Archive for the ‘MapR’ Category

MapR and Ubuntu

Wednesday, April 3rd, 2013

MapR has posted all of its Hadoop ecosystem source code to Github: MapR Technologies.

MapR has also partnered with Canonical to release the entire Hadoop stack for 12.04 LTS and 12.10 releases of Ubuntu on www.ubuntu.com starting April 25, 2013.

For details see: MapR Teams with Canonical to Deliver Hadoop on Ubuntu.

I first saw this at: MapR Turns to Ubuntu in Bid to Increase Footprint by Isaac Lopez.

LucidWorks™ Teams with MapR™… [Not 26% but 5-6% + not from Big Data]

Wednesday, February 20th, 2013

LucidWorks™ Teams with MapR™ Technologies to Offer Best-in-Class Big Data Analytics Solution

Performance Day just keeps on going!

From the press release:

REDWOOD CITY, Calif. – February 20, 2013 – Big Data provides a very real opportunity for organizations to drive business decisions by utilizing new information that has yet to be tapped. However, it is increasingly apparent that organizations are struggling to make effective use of this new multi-structured content for data-driven decision-making. According to a report from the Economist Intelligence Unit, the challenge is not so much the volume, but instead it is the pressing need to analyze and act on Big Data in real-time.

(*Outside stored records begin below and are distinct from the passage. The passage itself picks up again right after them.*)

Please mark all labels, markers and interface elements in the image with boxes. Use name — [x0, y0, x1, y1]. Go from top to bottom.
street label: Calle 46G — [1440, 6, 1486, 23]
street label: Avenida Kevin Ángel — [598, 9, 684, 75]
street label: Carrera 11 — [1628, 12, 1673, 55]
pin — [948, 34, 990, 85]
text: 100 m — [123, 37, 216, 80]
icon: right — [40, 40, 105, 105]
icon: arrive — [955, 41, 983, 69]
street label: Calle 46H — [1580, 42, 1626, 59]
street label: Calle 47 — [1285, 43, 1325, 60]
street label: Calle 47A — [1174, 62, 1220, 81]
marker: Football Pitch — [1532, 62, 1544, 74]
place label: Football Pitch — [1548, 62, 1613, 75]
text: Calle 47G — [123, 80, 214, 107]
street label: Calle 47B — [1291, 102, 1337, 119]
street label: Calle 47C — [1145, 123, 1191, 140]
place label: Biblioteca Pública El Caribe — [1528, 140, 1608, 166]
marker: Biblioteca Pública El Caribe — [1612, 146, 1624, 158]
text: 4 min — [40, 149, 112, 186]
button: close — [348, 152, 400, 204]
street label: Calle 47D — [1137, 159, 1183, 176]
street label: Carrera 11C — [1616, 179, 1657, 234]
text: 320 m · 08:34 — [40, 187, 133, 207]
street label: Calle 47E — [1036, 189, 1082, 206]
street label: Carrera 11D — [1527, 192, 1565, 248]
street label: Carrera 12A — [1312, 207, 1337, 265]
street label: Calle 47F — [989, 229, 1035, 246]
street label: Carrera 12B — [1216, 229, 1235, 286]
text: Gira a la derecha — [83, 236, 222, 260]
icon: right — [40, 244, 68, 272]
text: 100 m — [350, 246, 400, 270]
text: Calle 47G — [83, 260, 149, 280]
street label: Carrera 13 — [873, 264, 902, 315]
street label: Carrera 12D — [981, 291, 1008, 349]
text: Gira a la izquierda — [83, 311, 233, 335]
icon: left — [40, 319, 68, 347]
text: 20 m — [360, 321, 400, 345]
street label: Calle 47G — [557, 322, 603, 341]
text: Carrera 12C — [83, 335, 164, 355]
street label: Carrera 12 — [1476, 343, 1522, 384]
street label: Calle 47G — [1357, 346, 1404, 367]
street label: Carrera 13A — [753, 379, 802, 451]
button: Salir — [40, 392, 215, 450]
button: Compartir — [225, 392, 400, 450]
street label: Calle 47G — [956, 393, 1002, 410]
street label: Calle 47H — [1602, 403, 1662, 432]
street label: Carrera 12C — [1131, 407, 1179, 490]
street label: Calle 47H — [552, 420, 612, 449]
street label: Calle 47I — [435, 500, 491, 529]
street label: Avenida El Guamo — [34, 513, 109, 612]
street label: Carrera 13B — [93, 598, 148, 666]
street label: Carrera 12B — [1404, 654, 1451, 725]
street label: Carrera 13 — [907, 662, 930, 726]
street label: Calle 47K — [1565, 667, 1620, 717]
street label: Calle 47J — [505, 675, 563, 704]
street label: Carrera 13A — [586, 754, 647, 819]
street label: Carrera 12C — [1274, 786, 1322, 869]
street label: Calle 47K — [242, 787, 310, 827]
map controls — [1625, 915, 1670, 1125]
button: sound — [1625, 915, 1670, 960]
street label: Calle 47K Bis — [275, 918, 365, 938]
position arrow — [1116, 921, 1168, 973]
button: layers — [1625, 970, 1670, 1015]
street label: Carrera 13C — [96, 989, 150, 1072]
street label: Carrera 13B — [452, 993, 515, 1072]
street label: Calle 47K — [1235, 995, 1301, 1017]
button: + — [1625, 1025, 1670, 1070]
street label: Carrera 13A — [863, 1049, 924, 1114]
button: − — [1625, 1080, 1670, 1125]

Existing business intelligence (BI) tools have simply not been designed to provide spontaneous search on multi-structured data in motion. Responding directly to this need, LucidWorks, the company transforming the way people access information, and MapR Technologies, the Hadoop technology leader, today announced the integration between LucidWorks Search™ and MapR. Available now, the combined solution allows organizations to easily search their MapR Distributed File System (DFS) in a natural way to discover actionable insights from information maintained in Hadoop.

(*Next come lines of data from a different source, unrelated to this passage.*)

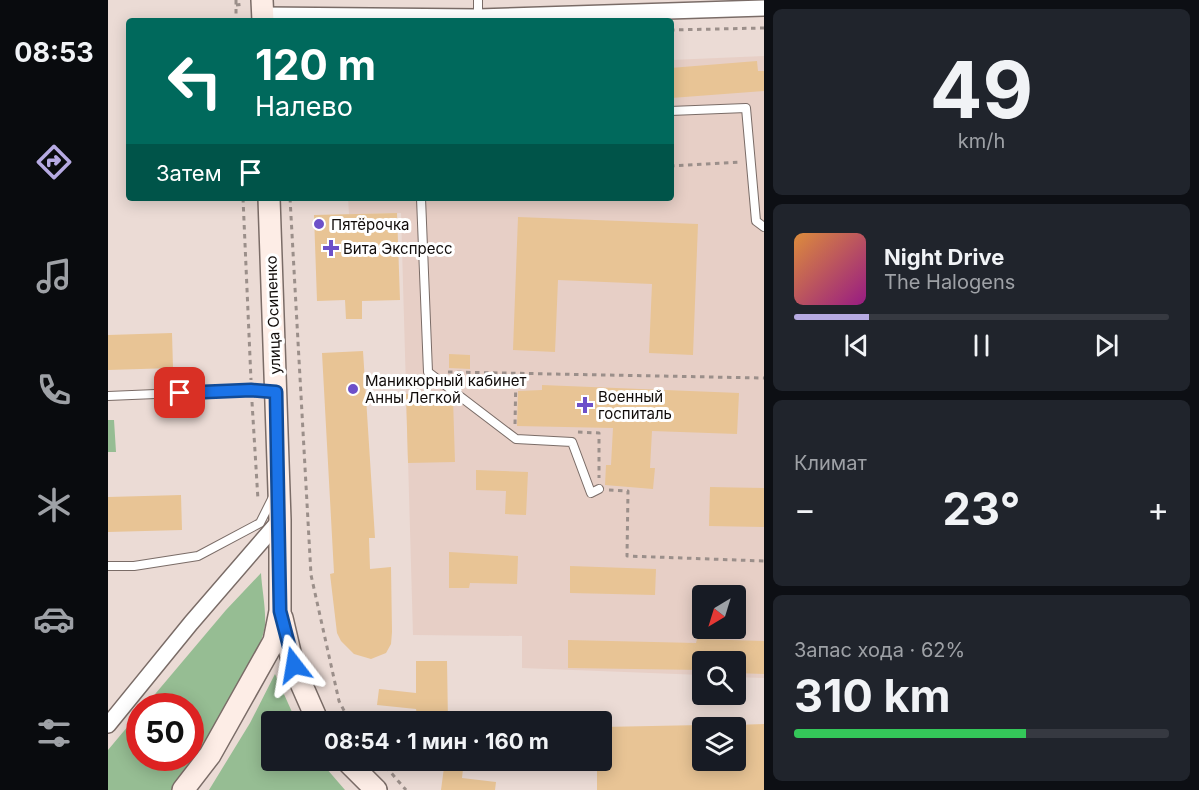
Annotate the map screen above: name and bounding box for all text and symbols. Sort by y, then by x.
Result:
text: 08:53 [14,36,94,69]
text: 120 m [255,39,376,90]
icon: left [156,42,234,120]
text: 49 [930,42,1033,137]
text: Налево [255,90,353,123]
text: km/h [958,129,1005,153]
icon: directions [33,141,75,183]
icon: arrive [234,156,267,189]
text: Затем [156,160,222,186]
place label: Пятёрочка [331,215,410,234]
marker: Пятёрочка [312,217,326,231]
place label: Вита Экспресс [343,239,453,258]
marker: Вита Экспресс [324,241,338,255]
text: Night Drive [884,244,1004,270]
icon: music [33,255,75,297]
street label: улица Осипенко [261,255,285,375]
text: The Halogens [884,270,1015,294]
icon: previous [840,329,873,362]
icon: pause [965,329,998,362]
icon: next [1090,329,1123,362]
pin [154,367,205,418]
icon: phone [33,369,75,411]
place label: Маникюрный кабинет Анны Легкой [365,371,527,407]
icon: arrive [163,376,196,409]
marker: Маникюрный кабинет Анны Легкой [346,382,360,396]
place label: Военный госпиталь [598,387,672,423]
marker: Военный госпиталь [576,396,594,414]
text: Климат [794,451,867,475]
text: 23° [943,481,1020,536]
icon: climate [33,484,75,526]
text: − [794,489,816,529]
text: + [1147,489,1169,529]
north arrow [692,585,746,639]
map controls [692,585,746,771]
icon: car [33,598,75,640]
position arrow [262,633,326,697]
text: Запас хода · 62% [794,638,965,662]
button: search [692,651,746,705]
text: 310 km [794,668,951,723]
speed limit sign: 50 [126,693,204,771]
icon: filters [33,712,75,754]
button: layers [692,717,746,771]
text: 08:54 · 1 мин · 160 m [324,728,549,754]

“Organizations that wait to address big data until this evolution is well under way will lose out competitively in their vertical markets, compared to organizations that have aggressively pursued big data flexibility. Aggressive organizations will demonstrate faster, more accurate analysis and decisions relating to their tactical operations and strategic planning.”

  • Source: Big Data Drives Rapid Changes in Infrastructure and $232 Billion in IT Spending Through 2016, Gartner Group

Integration Solution Highlights

  • Combines the best of Big Data with Search with an integrated and fully distributed solution
  • Supports a pre-defined MapR target data source within LucidWorks Search
  • Enables users to create and configure the MapR data source directly from the LucidWorks Search administration console
  • Leverages enterprise security features offered by both MapR and LucidWorks Search

The Economist Intelligence Unit study found that global companies experienced a 26 percent improvement in performance over the last three years when big data analytics were applied to the decision-making process. And now, those data-savvy executives are forecasting a 41 percent improvement over the next three years. The integration between LucidWorks Search and MapR makes it easier to put Big Data analytics in motion.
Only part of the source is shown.